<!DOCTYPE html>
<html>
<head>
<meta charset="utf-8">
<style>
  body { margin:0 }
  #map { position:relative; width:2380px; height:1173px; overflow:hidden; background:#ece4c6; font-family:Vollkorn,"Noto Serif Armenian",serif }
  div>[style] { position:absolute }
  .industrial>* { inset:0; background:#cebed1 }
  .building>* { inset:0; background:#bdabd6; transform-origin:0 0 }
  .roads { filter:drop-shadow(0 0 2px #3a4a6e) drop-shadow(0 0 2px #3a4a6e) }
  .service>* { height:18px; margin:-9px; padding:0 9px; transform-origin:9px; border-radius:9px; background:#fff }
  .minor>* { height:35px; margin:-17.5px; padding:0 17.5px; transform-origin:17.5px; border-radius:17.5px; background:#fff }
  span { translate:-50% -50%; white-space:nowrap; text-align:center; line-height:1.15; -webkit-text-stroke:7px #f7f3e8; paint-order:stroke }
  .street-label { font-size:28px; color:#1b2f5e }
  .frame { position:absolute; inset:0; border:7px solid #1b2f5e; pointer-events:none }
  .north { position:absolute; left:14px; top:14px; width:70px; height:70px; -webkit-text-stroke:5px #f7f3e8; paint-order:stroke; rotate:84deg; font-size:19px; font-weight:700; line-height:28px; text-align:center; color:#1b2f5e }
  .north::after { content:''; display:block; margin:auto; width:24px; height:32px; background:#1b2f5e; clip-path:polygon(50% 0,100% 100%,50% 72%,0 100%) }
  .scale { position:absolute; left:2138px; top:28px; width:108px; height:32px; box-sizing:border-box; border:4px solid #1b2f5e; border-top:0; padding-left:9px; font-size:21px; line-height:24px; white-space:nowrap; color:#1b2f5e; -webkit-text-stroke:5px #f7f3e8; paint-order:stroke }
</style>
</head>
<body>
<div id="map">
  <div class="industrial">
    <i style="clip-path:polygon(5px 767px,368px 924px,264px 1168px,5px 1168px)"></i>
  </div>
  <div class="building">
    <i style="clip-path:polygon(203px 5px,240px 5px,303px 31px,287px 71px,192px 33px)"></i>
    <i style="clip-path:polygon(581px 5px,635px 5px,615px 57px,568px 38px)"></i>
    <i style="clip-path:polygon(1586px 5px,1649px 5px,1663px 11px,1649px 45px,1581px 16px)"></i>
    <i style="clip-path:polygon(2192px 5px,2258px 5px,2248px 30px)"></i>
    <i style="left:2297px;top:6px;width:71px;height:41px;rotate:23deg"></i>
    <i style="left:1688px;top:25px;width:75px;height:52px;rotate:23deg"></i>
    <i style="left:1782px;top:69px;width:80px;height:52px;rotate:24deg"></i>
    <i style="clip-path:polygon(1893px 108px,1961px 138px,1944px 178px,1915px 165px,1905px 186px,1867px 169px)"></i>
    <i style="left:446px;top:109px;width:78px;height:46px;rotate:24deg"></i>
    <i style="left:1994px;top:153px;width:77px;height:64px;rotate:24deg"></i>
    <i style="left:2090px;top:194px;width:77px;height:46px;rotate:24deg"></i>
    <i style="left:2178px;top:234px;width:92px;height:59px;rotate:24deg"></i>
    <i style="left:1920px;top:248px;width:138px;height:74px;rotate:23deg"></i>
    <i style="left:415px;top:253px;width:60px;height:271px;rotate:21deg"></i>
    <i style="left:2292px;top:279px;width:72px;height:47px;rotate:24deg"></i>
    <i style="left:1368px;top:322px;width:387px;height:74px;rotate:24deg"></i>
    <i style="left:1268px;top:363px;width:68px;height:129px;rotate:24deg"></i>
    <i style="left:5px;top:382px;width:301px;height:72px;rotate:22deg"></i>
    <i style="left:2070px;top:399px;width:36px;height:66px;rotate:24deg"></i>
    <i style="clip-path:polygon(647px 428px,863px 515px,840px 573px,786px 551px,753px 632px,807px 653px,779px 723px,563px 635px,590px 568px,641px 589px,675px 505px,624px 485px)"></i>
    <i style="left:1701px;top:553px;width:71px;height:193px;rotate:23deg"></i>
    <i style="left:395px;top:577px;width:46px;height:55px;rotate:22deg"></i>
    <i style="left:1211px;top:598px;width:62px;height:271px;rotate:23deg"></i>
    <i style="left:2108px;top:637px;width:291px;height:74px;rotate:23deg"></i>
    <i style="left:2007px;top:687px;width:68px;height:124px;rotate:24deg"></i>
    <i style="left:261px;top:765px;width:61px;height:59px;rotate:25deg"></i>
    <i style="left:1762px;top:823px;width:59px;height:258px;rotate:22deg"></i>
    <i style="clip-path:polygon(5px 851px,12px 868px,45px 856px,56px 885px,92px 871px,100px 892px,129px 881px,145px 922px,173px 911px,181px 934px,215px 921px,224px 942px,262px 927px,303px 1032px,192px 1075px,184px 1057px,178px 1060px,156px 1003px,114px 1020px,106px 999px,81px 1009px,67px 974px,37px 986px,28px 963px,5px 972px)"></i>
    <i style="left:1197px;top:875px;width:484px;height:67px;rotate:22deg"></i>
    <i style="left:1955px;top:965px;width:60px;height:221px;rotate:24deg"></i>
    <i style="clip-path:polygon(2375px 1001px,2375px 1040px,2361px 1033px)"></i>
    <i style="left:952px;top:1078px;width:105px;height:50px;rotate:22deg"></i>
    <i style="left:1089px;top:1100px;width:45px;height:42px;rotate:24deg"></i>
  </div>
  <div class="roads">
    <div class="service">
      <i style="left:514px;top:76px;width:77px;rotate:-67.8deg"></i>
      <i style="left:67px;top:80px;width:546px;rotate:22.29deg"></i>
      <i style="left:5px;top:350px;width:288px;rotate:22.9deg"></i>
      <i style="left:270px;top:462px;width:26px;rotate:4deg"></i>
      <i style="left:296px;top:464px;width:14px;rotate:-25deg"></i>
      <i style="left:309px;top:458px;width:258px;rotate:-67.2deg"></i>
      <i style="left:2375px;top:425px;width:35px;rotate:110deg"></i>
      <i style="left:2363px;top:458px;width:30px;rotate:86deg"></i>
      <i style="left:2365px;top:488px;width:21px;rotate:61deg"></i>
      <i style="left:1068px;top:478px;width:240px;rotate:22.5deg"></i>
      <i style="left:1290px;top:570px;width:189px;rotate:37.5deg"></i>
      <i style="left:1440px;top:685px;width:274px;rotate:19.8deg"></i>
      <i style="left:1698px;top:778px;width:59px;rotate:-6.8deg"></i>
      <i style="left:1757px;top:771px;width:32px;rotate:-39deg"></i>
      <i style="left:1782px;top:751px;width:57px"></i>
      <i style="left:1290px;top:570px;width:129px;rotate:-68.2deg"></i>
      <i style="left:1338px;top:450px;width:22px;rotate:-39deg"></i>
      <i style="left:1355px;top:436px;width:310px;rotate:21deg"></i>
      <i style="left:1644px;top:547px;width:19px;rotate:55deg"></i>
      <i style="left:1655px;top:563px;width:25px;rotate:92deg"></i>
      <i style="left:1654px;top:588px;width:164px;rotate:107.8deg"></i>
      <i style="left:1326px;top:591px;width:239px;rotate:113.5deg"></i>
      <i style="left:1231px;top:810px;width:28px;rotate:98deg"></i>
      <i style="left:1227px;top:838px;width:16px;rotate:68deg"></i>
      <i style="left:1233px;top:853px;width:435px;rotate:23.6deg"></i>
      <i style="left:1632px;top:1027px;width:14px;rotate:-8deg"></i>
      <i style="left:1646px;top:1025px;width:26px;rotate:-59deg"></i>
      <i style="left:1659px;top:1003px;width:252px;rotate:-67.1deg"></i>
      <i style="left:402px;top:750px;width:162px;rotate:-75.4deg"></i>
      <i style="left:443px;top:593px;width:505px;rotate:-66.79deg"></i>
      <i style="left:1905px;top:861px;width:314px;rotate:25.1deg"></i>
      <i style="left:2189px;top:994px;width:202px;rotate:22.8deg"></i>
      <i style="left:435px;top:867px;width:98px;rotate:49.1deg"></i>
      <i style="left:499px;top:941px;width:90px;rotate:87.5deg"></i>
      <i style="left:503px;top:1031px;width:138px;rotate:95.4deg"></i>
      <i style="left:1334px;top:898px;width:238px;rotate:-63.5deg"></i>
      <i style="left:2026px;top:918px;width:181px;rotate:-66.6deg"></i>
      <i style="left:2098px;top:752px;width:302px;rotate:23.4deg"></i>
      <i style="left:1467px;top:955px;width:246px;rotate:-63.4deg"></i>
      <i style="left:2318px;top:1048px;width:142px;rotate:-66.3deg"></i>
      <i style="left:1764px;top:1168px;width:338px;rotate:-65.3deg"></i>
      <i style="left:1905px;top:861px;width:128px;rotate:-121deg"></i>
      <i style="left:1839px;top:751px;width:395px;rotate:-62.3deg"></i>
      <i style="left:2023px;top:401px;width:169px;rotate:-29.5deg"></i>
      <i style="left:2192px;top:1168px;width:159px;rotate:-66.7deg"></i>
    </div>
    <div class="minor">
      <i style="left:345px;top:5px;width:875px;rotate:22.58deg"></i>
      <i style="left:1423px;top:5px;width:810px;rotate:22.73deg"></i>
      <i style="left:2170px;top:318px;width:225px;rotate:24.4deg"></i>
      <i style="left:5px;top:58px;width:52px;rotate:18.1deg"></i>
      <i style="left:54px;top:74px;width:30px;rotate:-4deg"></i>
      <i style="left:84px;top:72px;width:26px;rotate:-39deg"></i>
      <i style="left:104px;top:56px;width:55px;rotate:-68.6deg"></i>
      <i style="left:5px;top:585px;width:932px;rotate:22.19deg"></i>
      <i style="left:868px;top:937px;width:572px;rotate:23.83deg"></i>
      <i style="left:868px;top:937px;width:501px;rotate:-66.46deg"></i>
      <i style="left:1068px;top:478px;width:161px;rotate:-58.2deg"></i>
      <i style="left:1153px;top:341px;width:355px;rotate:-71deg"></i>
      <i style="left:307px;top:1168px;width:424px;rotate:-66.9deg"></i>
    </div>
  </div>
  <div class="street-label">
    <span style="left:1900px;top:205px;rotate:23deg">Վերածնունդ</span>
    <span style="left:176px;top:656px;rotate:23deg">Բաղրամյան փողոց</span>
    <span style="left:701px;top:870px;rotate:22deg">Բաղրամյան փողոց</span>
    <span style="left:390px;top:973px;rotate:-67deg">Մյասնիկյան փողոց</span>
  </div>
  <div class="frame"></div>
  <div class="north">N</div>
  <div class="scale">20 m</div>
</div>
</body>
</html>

──────────────────────────────

### REQUIRED ACTION
Going down from the first line of the entries above, restate each line word for word until the line holding "filter:drop-shadow(0 0 2px" is done.

### ANSWER BOX
<!DOCTYPE html>
<html>
<head>
<meta charset="utf-8">
<style>
  body { margin:0 }
  #map { position:relative; width:2380px; height:1173px; overflow:hidden; background:#ece4c6; font-family:Vollkorn,"Noto Serif Armenian",serif }
  div>[style] { position:absolute }
  .industrial>* { inset:0; background:#cebed1 }
  .building>* { inset:0; background:#bdabd6; transform-origin:0 0 }
  .roads { filter:drop-shadow(0 0 2px #3a4a6e) drop-shadow(0 0 2px #3a4a6e) }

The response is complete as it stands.